Unnamed: 0,c_eastwest,g_preferred_party,p
0,NEUE BUNDESLAENDER,AFD,0.152833
1,NEUE BUNDESLAENDER,CDU-CSU,0.230567
2,NEUE BUNDESLAENDER,DIE GRUENEN,0.100132
3,NEUE BUNDESLAENDER,DIE LINKE,0.171278
4,NEUE BUNDESLAENDER,FDP,0.047431
5,NEUE BUNDESLAENDER,SPD,0.173913
6,NEUE BUNDESLAENDER,WUERDE NICHT WAEHLEN,0.123847


So in East Germany we have a relative proportion of ~0.15 + ~0.17 = 0.32 = 32% of AFD and DIE LINKE.

In [25]:
max2

Unnamed: 0,c_eastwest,g_preferred_party,p
0,ALTE BUNDESLAENDER,AFD,0.083277
1,ALTE BUNDESLAENDER,CDU-CSU,0.293162
2,ALTE BUNDESLAENDER,DIE GRUENEN,0.180095
3,ALTE BUNDESLAENDER,DIE LINKE,0.056872
4,ALTE BUNDESLAENDER,FDP,0.088693
5,ALTE BUNDESLAENDER,SPD,0.218687
6,ALTE BUNDESLAENDER,WUERDE NICHT WAEHLEN,0.079215


In contrast to West Germany, here we have a relative proportion of ~0.08 + 0.05 = 0.13 = 13% of AFD and DIE LINKE.

# Sampling

Now we want some sample points from our fitted model.

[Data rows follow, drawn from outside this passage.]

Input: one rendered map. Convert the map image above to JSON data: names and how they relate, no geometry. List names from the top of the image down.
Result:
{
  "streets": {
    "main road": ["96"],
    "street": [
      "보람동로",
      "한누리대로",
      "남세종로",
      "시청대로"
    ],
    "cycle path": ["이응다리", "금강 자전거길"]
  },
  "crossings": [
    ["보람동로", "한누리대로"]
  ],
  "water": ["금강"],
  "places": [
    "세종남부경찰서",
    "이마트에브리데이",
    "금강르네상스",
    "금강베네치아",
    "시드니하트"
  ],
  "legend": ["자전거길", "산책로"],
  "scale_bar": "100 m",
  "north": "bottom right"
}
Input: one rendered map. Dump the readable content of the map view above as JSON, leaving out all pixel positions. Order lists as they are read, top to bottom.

This can be done we our implemented function:

In [26]:
sampling300 = catmod.sampling(300, save=True)

Saved samples in:  samples/


Or with even more sample points, but I have already done it, so I just read the .csv file:

In [27]:
#sampling300 = read_csv_data(catmod.path_samples, "sampling_300_allbus2016.csv")
sampling5000 = read_csv_data(catmod.path_samples, "sampling_5000_allbus2016.csv")

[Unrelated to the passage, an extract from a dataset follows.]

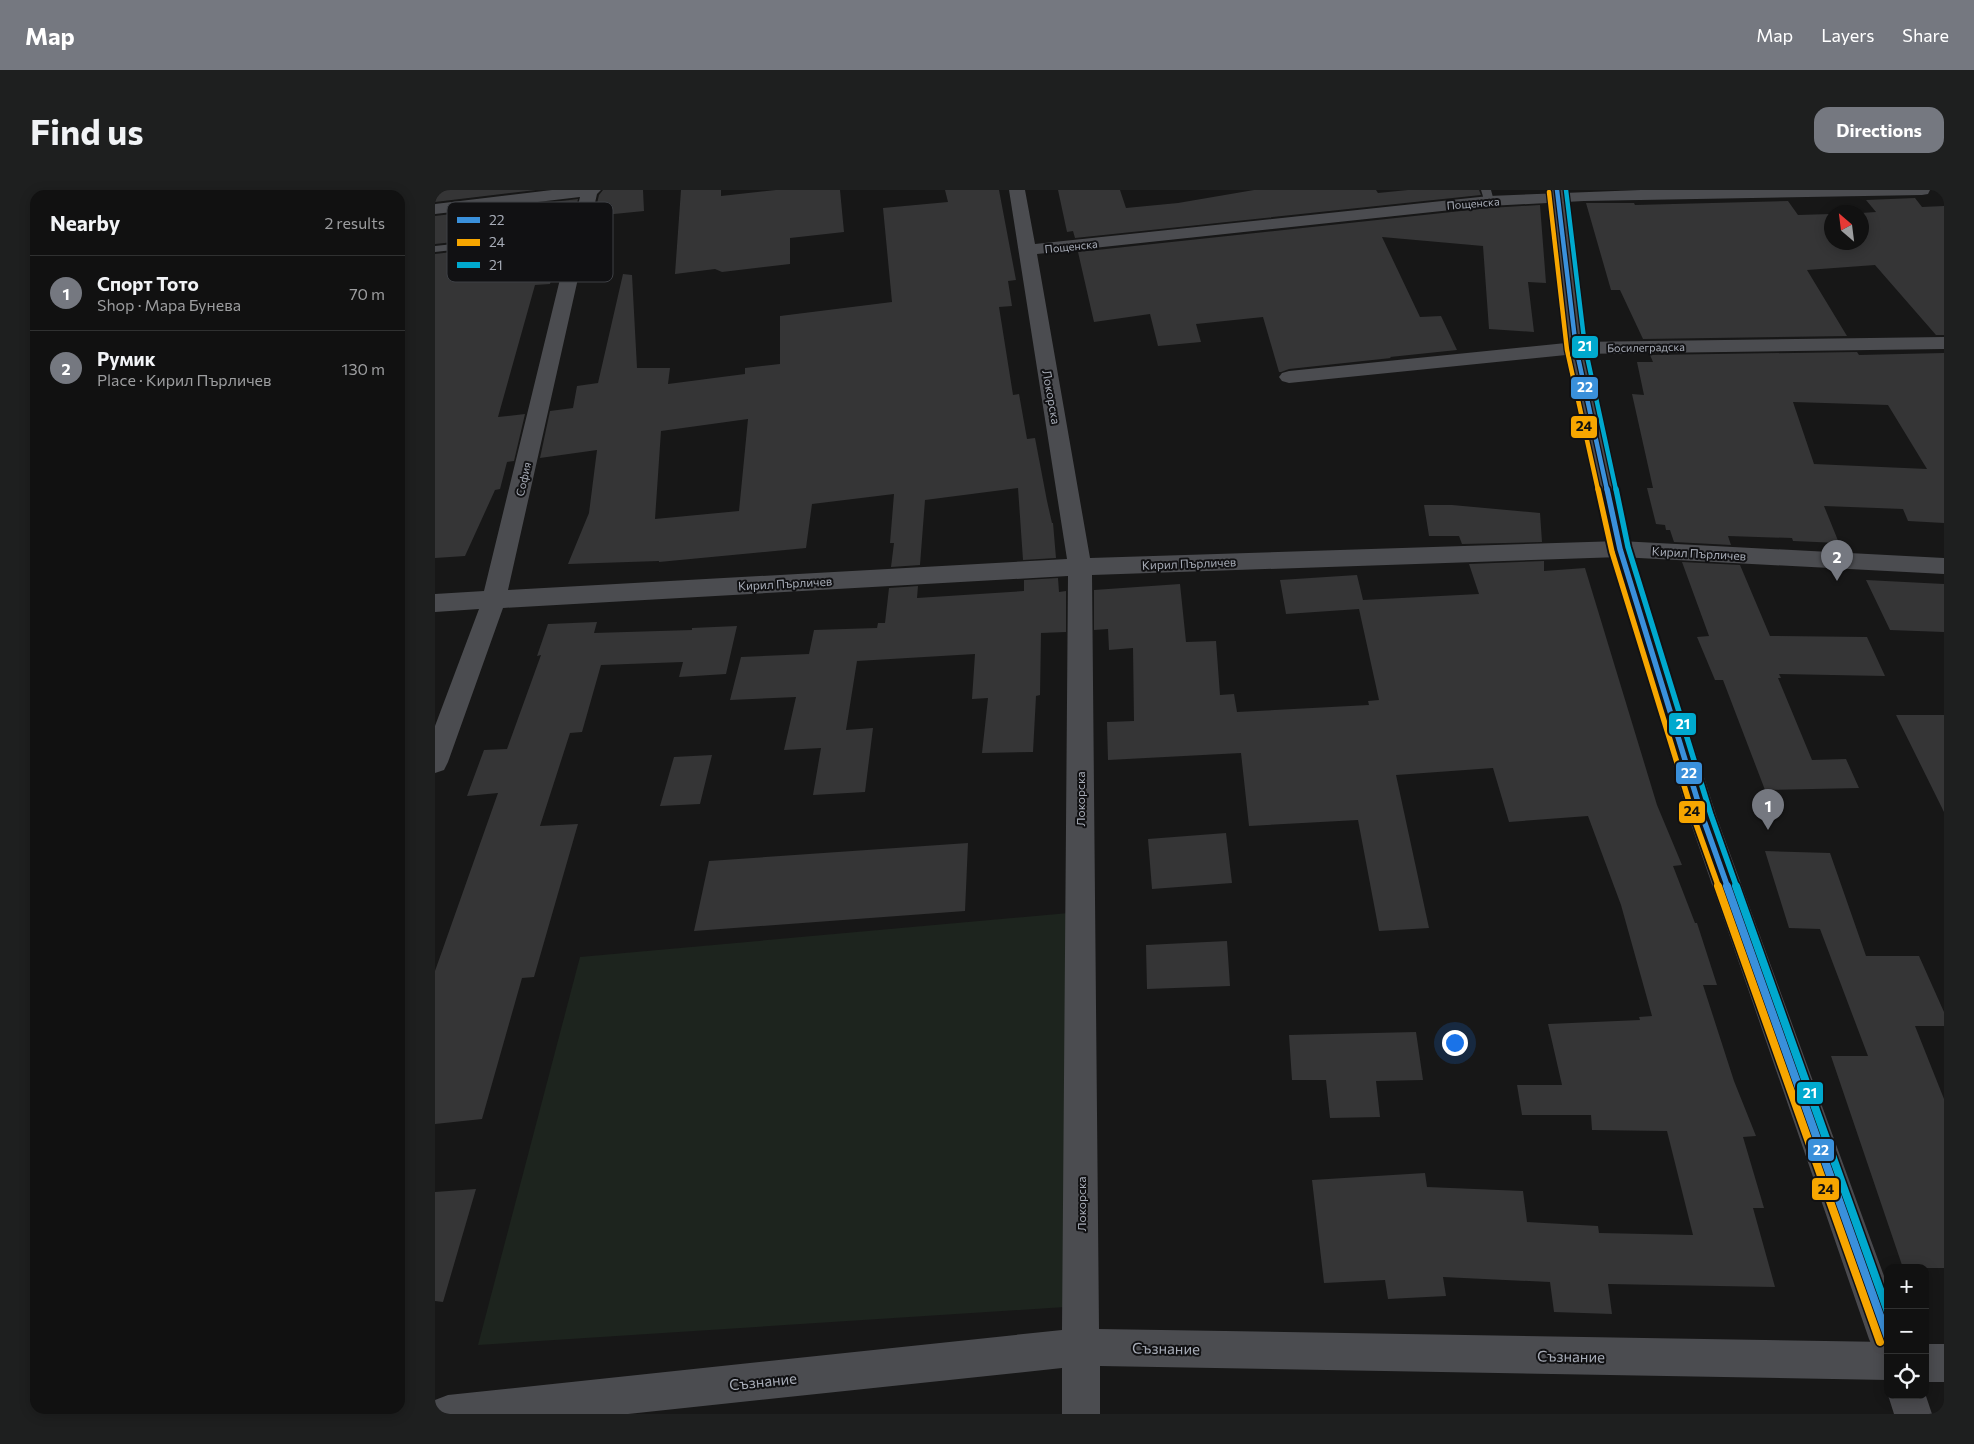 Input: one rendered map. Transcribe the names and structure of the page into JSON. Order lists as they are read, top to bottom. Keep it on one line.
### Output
{"streets":{"street":["Пощенска","Босилеградска","Локорска","София","Кирил Пърличев","Съзнание"]},"crossings":[["Пощенска","Локорска"],["Локорска","Кирил Пърличев"],["Локорска","Съзнание"],["София","Кирил Пърличев"]],"lines":["transit line 22","transit line 21","transit line 24"],"legend":["22","24","21"],"north":"top left","page":{"header":"Map","nav":["Map","Layers","Share"],"buttons":"Directions","title":"Find us","heading":["Nearby","2 results"],"list":[{"mark":"1","name":"Спорт Тото","note":"Shop · Мара Бунева","value":"70 m"},{"mark":"2","name":"Румик","note":"Place · Кирил Пърличев","value":"130 m"}],"pins":["2","1"],"map_buttons":["+","−"]}}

At last, we can verify our model and our samples by comparing them through the mean absolute / square error. At first we have to fit a categorical model on the samples, then we can compare the models:

In [28]:
model300 = catmod.selection(save=False, data=sampling300)
model5000 = catmod.selection(save=False, data=sampling5000)

In [29]:
catmod.error(model300, method="abs")

0.6631007751937971

In [30]:
catmod.error(model5000, method="abs")

0.17290590339892653

This shows how it should be: The mean absolute error decreases when we increase the number of sampling points.

# Conclusion

In the end I have the impression that our model approximates the given data very well, even though we have too many parameters (448) for too less data (2236). This means the model is probably a bit overfitted. We also could improve the model with laplace smoothing or similar methods, but for this application the approximation is fine.